A Big Misunderstanding

A Big Misunderstanding

Who is the most misunderstood person in America? Bill Gates, the uebergeek of Microsoft? Greta Van Susteren, the lawyer-turned-television-commentator whose eye job has overshadowed her news judgment? John Walker Lindh, the so-called American Taliban?

Allow me to suggest that the most misunderstood person in America is you, the business traveler.

Think about it. Except for the odd detail–the barber without a clue who coifs Bill; the whereabouts of Roger Cossack, Greta’s erstwhile Burden of Proof co-host; and Lindh’s SAT scores–we know all we need to know about that Tedious Trinity. But have you ever heard a single nugget of truth about business travelers? Of course not, because nobody knows the troubles we’ve seen except us.

So let me redress the balance and codify the truth about business travelers.

Business travel is now so expensive that only the best, brightest and most important corporate citizens are permitted to go on the road. That means we are people of power and influence in our companies. We give directions or formulate strategies and expect people in our company to do what we tell them to do. We rarely hear the word “no” in our office. But then we go on the road and the answer is always “no.” “No,” you can’t upgrade to first class, or “No,” your reservation isn’t in the computer, or “No,” we don’t have your rental car. Worse, the people who tell us “no” on the road are generally overworked, underpaid clerks. They would never, ever say “no” to their bosses. But we are fair game. That’s why we are always frustrated and cranky. Somebody on the road just told us “no”–and we never saw it coming.

Business travelers don’t get to be people of power and influence within their companies without being good at what they do. We fight and win our battles in the dog-eat-dog, only-the-strong-survive, Darwinian world of free enterprise. We grow, learn, and conquer in the free and competitive marketplace of ideas, products and services. On the other hand, the airline industry has been deregulated for less than 25 years. Airline executives and corporate cultures aren’t even a generation removed from the cost-plus, quasi-utility environment of their past. And when they get into trouble, there always seems to be a politician in their back pocket with a tax break or a bailout. Every time we walk onto an airplane, we look at how things are run and we know we can manage better, market better, sell better, plan better and satisfy customers better than the arrogant, hot-house flowers who run the airlines. We’re tougher and smarter than most top airline managers and their incompetent and profligate ways make us angry.
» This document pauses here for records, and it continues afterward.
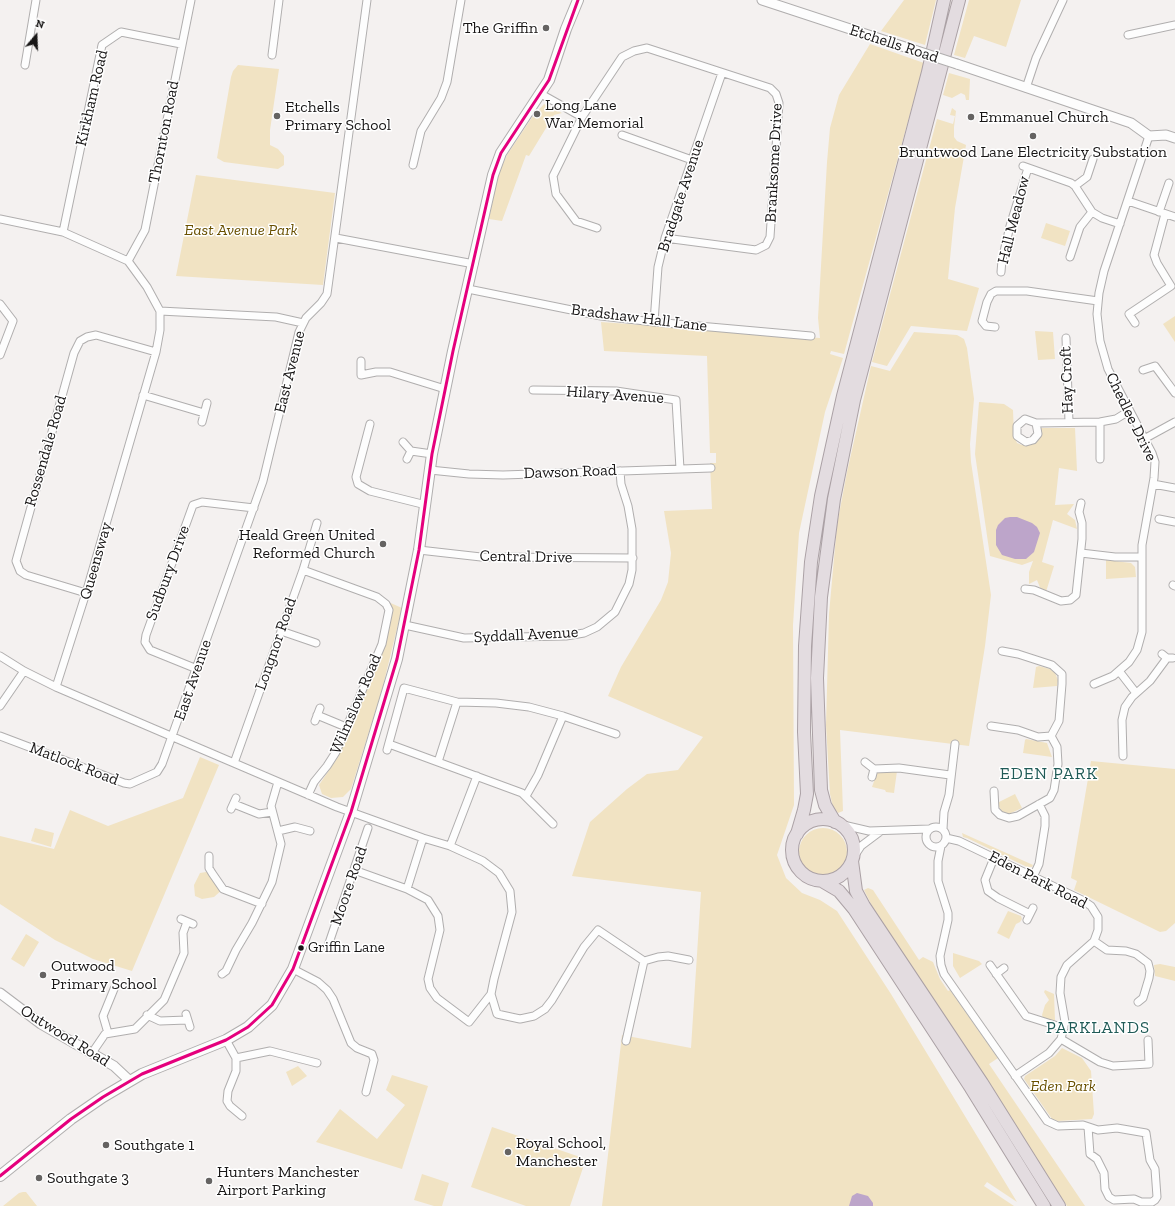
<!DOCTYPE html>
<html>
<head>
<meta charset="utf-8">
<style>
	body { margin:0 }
	#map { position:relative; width:1175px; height:1206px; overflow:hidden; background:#f4f1f0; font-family:"Zilla Slab",serif }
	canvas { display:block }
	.north { position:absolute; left:16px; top:16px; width:40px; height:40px; -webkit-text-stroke:3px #fff; paint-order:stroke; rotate:19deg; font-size:11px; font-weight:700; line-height:16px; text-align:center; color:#181616 }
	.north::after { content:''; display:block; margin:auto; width:14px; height:18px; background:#181616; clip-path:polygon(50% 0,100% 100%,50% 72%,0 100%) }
</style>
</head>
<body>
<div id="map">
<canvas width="1175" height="1206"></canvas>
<div class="north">N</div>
</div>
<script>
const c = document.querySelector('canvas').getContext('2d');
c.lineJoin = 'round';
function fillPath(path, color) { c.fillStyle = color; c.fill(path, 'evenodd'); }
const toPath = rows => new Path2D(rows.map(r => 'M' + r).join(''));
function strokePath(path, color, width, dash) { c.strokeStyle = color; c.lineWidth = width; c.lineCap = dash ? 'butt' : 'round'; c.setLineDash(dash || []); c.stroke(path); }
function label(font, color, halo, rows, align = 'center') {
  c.font = font + ' "Zilla Slab",serif'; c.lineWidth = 3; c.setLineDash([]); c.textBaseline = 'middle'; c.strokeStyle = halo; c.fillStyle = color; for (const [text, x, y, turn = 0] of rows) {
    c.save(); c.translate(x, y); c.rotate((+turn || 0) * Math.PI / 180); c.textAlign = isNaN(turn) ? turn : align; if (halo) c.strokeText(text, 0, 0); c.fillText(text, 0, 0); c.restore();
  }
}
fillPath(toPath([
	[904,0,936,0,925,45,881,31],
	[969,0,1021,0,1006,47,974,36,965,58,954,55],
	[870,44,924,63,844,354,831,351,830,354,843,358,825,412,799,533,793,625,794,805,777,855,786,878,802,893,820,900,837,911,891,994,1017,1202,987,1182,984,1186,1014,1206,602,1206,622,1035,691,1048,701,892,572,876,590,822,627,789,647,774,678,770,703,737,608,696,621,667,661,600,668,582,671,553,664,511,712,509,710,463,716,463,716,453,710,453,707,356,604,351,601,322,820,338,818,318,827,162,830,128,839,95],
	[238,65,279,69,270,130,270,145,278,149,284,156,284,165,278,169,224,162,217,158,231,77,233,71],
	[949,73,970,79,969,100,966,100,965,95,961,93,952,98,943,95],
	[544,104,562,113,554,115,529,156,526,155,502,221,489,219,498,175,507,155,533,116],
	[952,108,956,111,954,127,954,137,957,141,966,145,955,208,948,279,979,288,967,331,911,326,887,366,872,362,937,119,953,124,955,116,950,115],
	[196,175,335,193,323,285,176,276],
	[1046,223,1070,231,1065,246,1041,238],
	[1175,316,1175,342,1163,324],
	[1035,331,1053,332,1055,359,1038,360],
	[914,332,957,335,964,339,967,348,974,399,970,444,971,462,991,595,985,646,969,746,840,730,843,811,838,813,833,807,830,794,826,725,829,614,837,525,847,472,871,366,890,371],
	[979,402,1004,404,1013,410,1014,435,1017,443,1022,445,1029,445,1038,440,1041,435,1041,428,1075,428,1077,471,1059,468,1055,505,1074,504,1067,514,1075,520,1077,529,1053,520,1042,562,1054,566,1046,592,1041,590,1037,580,1029,584,1029,572,1033,561,1022,565,990,556,975,454],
	[1106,560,1131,563,1135,567,1136,577,1106,579],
	[386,601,402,608,382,690,351,789,343,797,331,798,322,794,319,785,338,757,386,642,392,613],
	[1039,666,1050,669,1055,673,1058,680,1057,686,1033,688,1036,667],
	[1026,739,1047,743,1052,757,1023,753,1025,740],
	[200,757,219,765,132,971,93,959,55,940,0,904,0,836,54,849,70,810,108,826,183,798],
	[1091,761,1175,769,1175,923,1166,931,1160,932,1074,890,1077,881,1071,878],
	[897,771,894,793,886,792,885,790,872,787,877,773],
	[1015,794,1022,808,1009,814,1002,812,997,803],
	[35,828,54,833,51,847,31,841],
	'799 852a24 24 0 1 1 48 0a24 24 0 1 1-48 0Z',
	[962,833,1033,865,1032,867,1027,867,967,838,963,837],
	[206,872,212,873,223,889,214,897,202,899,195,896,194,885,200,873],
	[868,888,873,890,919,960,923,957,933,962,940,979,948,991,950,990,998,1058,989,1064,1085,1206,1067,1206,872,906,864,890],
	[1008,911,1021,916,1022,919,1020,922,1016,924,1009,939,997,933],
	[26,934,39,942,24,967,11,959],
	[953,953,979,961,982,964,960,978,953,966],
	[1160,964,1175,967,1175,981,1155,976,1154,965],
	[1045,990,1054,994,1055,1021,1043,1018,1042,1015,1045,1005,1049,1000,1044,992],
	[1062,1048,1082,1058,1091,1071,1094,1114,1092,1119,1058,1121,1052,1119,1024,1079,1025,1076,1055,1056],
	[298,1066,307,1076,292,1086,286,1072],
	[392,1075,428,1086,402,1169,316,1142,340,1109,377,1139,405,1105,386,1090],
	[492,1127,586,1159,570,1206,526,1206,471,1187],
	[422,1174,449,1183,442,1206,434,1206,414,1200],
	[23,1192,26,1192,37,1206,3,1206,19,1193]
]), '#f1e3c3');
fillPath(toPath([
	[1010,517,1017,517,1032,523,1037,527,1040,533,1034,552,1026,559,1015,559,1002,555,996,545,996,530,998,525,1005,518],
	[857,1193,868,1196,873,1203,873,1206,849,1206,852,1196]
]), '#bda5ca');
const minor = toPath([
	[1128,35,1175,25],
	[272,55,279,0],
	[25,65,36,0],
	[1026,88,1036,58,1063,0],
	[541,94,582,117,553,176,556,194,576,221,597,228],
	[582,117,622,57,634,51,647,48,770,88,776,94,779,103,770,237,766,245,756,250,665,238],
	[622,135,692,160],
	[413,165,421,131,441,98,447,82,461,0],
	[1023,166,1071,183,1075,186,1092,212,1102,218,1120,224],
	[1075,186,1087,177,1093,159],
	[1128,201,1175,217],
	[1159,212,1169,183],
	[0,219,63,232,128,261,147,287,160,311,160,330,156,352,86,593,56,687,337,807,423,838,450,846,483,861,499,873,510,891,512,912,494,979,491,994,497,1014,520,1019,534,1016,545,1009,552,1000,584,947,598,930,644,961],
	[63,232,102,45,121,32,181,44],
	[336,238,474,264],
	[1070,257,1080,227,1092,212],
	[128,261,145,230,191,0],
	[1001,272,1002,260,1010,226,1028,168],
	[468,289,601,316,654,322,811,336],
	[0,304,13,321,0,355],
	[160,311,276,317,303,323],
	[654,322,658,267,665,238,722,73],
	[1135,323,1129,314,1171,286,1157,263,1154,255,1165,214],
	[995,327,986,326,982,321,987,302,991,294,996,291,1027,291,1098,301],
	[1066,338,1069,422],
	[361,361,361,375,376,372,390,372,445,389],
	[1143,370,1155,366,1175,393],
	[533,390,616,391,676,400,680,469],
	[143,395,204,413],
	[202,422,207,403],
	[1100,422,1100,459],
	[1036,423,1038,434,1033,440,1026,442,1017,436,1017,426,1025,419,1036,423,1100,422,1116,419,1129,411],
	[370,424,356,477,358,484,370,491,426,505],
	[1144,439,1175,422],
	[403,442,411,451,432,454],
	[407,459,411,451],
	[430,470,469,474,503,475,711,468],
	[1153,484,1175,488],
	[1159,519,1175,522],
	[419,550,481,557,633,558],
	[1081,553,1115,557,1142,557],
	[303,570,377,597,386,604,389,610,382,644,336,752,327,766,314,782,308,795],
	[1173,585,1175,586],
	[1025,589,1034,590,1061,601,1070,600,1076,595,1082,539,1082,523,1079,512,1081,503],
	[86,593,26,575,20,571,16,561,74,353,80,341,87,337,96,335,156,352],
	[405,625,464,638,566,636,584,633,597,627,615,612,629,584,632,570,632,529,628,506,621,484,620,471],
	[281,631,316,643],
	[1002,651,1018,654,1052,665,1062,674,1062,684,1059,721,1051,736],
	[1162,654,1167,658,1173,658],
	[0,656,24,671,56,687],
	[197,669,150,650,145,642,146,635,193,505,202,502,254,508],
	[1119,671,1136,693],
	[1094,684,1113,676,1129,662,1137,650,1142,632,1142,545,1154,478,1155,462,1152,453,1108,369,1100,341,1097,314,1099,293,1104,271,1149,136],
	[0,706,24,671],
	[317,715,346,727],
	[315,721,320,708],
	[991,726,1018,730,1038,737,1051,736],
	[0,736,124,783,130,784,157,772,162,764,263,481,299,332,306,318,321,303,327,294,367,0],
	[389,744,522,793,553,824],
	[387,750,404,688,457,702,496,703,529,707,563,716,616,734],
	[1123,756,1122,720,1125,707,1132,697,1150,681,1167,658],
	[438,762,457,702],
	[865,762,874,769,872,777],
	[234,763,303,570,317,523],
	[874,769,899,768,950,775],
	[994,791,995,810,1000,815,1009,818,1018,816,1050,798,1054,790,1058,764,1057,747,1051,736],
	[526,796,538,775,563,716],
	[234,804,259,814,272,812],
	[231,809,236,798],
	[839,824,869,831,929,829],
	'926 837a10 10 0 1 1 20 0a10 10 0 1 1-20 0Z',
	[943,829,944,812,949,795,955,744],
	[278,831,295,827,310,831],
	[946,838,959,841,1082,900,1091,906,1098,917,1098,930,1094,941,1067,965,1061,977,1060,993,1065,1022,1061,1039,1049,1053,1015,1076],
	[450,846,477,776],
	[941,846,938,861,938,881,948,913,948,920,940,956,941,965,944,974,1047,1121,1058,1126,1083,1125,1098,1130,1117,1128,1146,1133,1150,1160,1155,1169,1157,1197,1155,1200,1152,1202,1141,1202,1134,1199,1114,1200,1109,1197,1105,1189,1104,1173,1097,1159,1090,1154,1088,1127],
	[209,856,209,868,212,873,223,889,262,904],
	[853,858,861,846,881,831],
	[994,858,985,880,988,891,998,898,1030,914],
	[354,870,407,889,428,900,438,916,440,930,428,979,430,988,437,998,469,1022,491,994],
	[1033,877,1039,864,1045,826,1045,816,1039,804],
	[407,889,423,838],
	[181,919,193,924],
	[1027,920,1033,908],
	[1094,941,1107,950,1126,951,1136,954,1148,963,1150,971,1149,978,1143,998,1138,1002],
	[329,943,368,828],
	[644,961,658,957,668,956,689,960],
	[990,965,1026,1016,1064,1028],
	[293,969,318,982,327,990,333,999,351,1043,357,1048,372,1054,374,1060,366,1092],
	[222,974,226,971,236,950,252,923,272,882,281,844,271,806,278,782],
	[996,974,1004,968],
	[186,1014,190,1027],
	[147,1015,160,1021,187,1020],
	[108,1033,103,1016,114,989],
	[1061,1039,1100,1062,1113,1066,1149,1064,1148,1040],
	[226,1040,236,1058,236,1071,228,1091,227,1101,230,1106,242,1116],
	[626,1041,644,961],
	[92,1053,105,1034,135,1029,164,1000,184,953,183,933,187,922],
	[236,1058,270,1051,317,1063]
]);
const tertiary = toPath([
	[762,0,917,51],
	[957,64,1131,123,1149,136,1166,135,1175,138],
	[0,993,41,1024,114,1066,130,1081]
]);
const secondary = toPath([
	[0,1176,71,1119,103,1097,142,1074,226,1040,248,1027,272,1005,293,969,351,812,397,659,419,550,432,454,453,351,493,175,501,153,549,80,566,29,578,0]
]);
const trunk = toPath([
	'792 850a31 31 0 1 1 62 0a31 31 0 1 1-62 0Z',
	[835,822,825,805,821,790,817,678,821,597,834,499,854,400,959,0],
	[797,834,804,810,807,794,804,732,805,646,811,562,821,496,843,396,928,72,944,0],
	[852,861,856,891,864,906,982,1083,1059,1206],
	[822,881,839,891,854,909,971,1088,1044,1206]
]);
strokePath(minor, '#b0aeae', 9);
strokePath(tertiary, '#b0aeae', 11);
strokePath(secondary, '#b0aeae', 12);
strokePath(trunk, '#aba1a5', 14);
strokePath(minor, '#fdfdfd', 7);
strokePath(tertiary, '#fdfdfd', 9);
strokePath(secondary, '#fdfdfd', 10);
strokePath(trunk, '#e3dce0', 12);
const tertiaryBridge = toPath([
	[917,51,957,64]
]);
strokePath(tertiaryBridge, '#b0aeae', 11, []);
strokePath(tertiaryBridge, '#fdfdfd', 9);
strokePath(toPath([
	[0,1176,71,1119,103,1097,142,1074,226,1040,248,1027,272,1005,293,969,351,812,397,659,419,550,432,454,453,351,493,175,501,153,549,80,578,0]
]), '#e5007d', 3);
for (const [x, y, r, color] of [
	[546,28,4,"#656362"],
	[537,114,4,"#656362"],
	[277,116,4,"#656362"],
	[971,117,4,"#656362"],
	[1033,136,4,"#656362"],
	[383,544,4,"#656362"],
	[301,948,3.5,"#181616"],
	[43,975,4,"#656362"],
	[106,1145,4,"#656362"],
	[508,1152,4,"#656362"],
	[39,1178,4,"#656362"],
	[209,1181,4,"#656362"]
]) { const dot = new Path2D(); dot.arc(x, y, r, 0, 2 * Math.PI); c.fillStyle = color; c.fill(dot); strokePath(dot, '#fff', 1.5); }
label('15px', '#181616', '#fff', [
	["Griffin Lane",308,948]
], 'left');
label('16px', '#181616', '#fff', [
	["The Griffin",538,28,"right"],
	["Long Lane",545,105],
	["War Memorial",545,123],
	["Etchells",285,107],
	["Primary School",285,125],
	["Emmanuel Church",979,117],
	["Bruntwood Lane Electricity Substation",1033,152,"center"],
	["Heald Green United",375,535,"right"],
	["Reformed Church",375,553,"right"],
	["Outwood",51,966],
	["Primary School",51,984],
	["Royal School,",516,1143],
	["Manchester",516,1161],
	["Southgate 1",114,1145],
	["Hunters Manchester",217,1172],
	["Airport Parking",217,1190],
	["Southgate 3",47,1178]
], 'left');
label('16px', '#181616', '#fff', [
	["Etchells Road",894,44,18],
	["Kirkham Road",92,98,-77],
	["Thornton Road",164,132,-79],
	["Branksome Drive",774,163,-87],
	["Bradgate Avenue",681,196,-72],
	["Hall Meadow",1014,220,-76],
	["Bradshaw Hall Lane",639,318,7],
	["East Avenue",290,372,-76],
	["Hay Croft",1067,380,-92],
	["Hilary Avenue",615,395,4],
	["Chedlee Drive",1131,417,64],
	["Rossendale Road",46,451,-74],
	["Dawson Road",570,472,-2],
	["Central Drive",526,557,1],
	["Queensway",96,561,-74],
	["Sudbury Drive",168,573,-70],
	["Syddall Avenue",526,635,-3],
	["Longnor Road",276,644,-71],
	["East Avenue",193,680,-71],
	["Wilmslow Road",356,704,-67],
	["Matlock Road",74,764,21],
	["Eden Park Road",1038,880,27],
	["Moore Road",349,886,-71],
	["Outwood Road",65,1036,32]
]);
label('italic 16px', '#695000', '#fff', [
	["East Avenue Park",241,230],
	["Eden Park",1063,1086]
]);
c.letterSpacing = '1px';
label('17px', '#205b57', '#fff', [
	["EDEN PARK",1049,774],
	["PARKLANDS",1098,1028]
]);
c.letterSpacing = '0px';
</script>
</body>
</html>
When you wake up in the morning and stare into the mirror in your hotel room, you see a business person who happens to be working away from the office today. Your needs and goals and motivation are no different than yesterday, when you happened to be working at your desk. But no one else gets it. They think that stepping onto an airplane or checking into a hotel room magically transformed you into a “traveler,” a mythic beast who roams the globe in search of diversion, enlightenment and pleasure. You’re just a stranger in a strange land trying to get your work done, yet the whole world treats you as if you’re a globe-trotting sybarite on holiday.

It may be a mixed metaphor, but it’s true: The airlines drive the bus. They lead, and we are often forced to follow. They control our destinies as well as our destinations. We may spend more time (and money) in hotels and rented cars, but our lives on the road are dominated by our relationship with the airlines. Maybe it’s because we spend all that time in a metal tube with our lives literally in their hands. Whatever the reason, what the airlines do affects our mental, business and physical equilibrium more than anything the hotel or car-rental industries do.

OUR 80/20 RULE
The rest of the world lumps all business travelers into one group. We know better. The 80 percent of us whose travels are primarily domestic know that we lead totally different lives from the 20 percent of us who are international travelers. Domestic business travelers and international business travelers have nothing in common except that we know the rest of the world doesn’t understand the differences between us.

Someone please tell the world’s marketers that the road to our hearts, minds and wallets is not paved with frequent-flyer miles and frequent-stay points. Real business travelers have all the miles and points they need–and far more free trips than we can ever claim. We earn so many miles for expenditures on the core business-travel products (transportation, lodging, credit cards and telecommunications), we’re not going to buy a couch or a magazine because we get some more miles. Gamers may relish the opportunity to refinance their mortgages or buy more pudding or switch gas stations for miles, but real business travelers are too busy for those games. What we want from the frequent-travel programs now is perks: the recognition that we are loyal, profitable customers; the upgrades and preferred treatment; a more comfortable life while we do business on the road; and a simple “thank you” for emptying our wallets into their cash registers.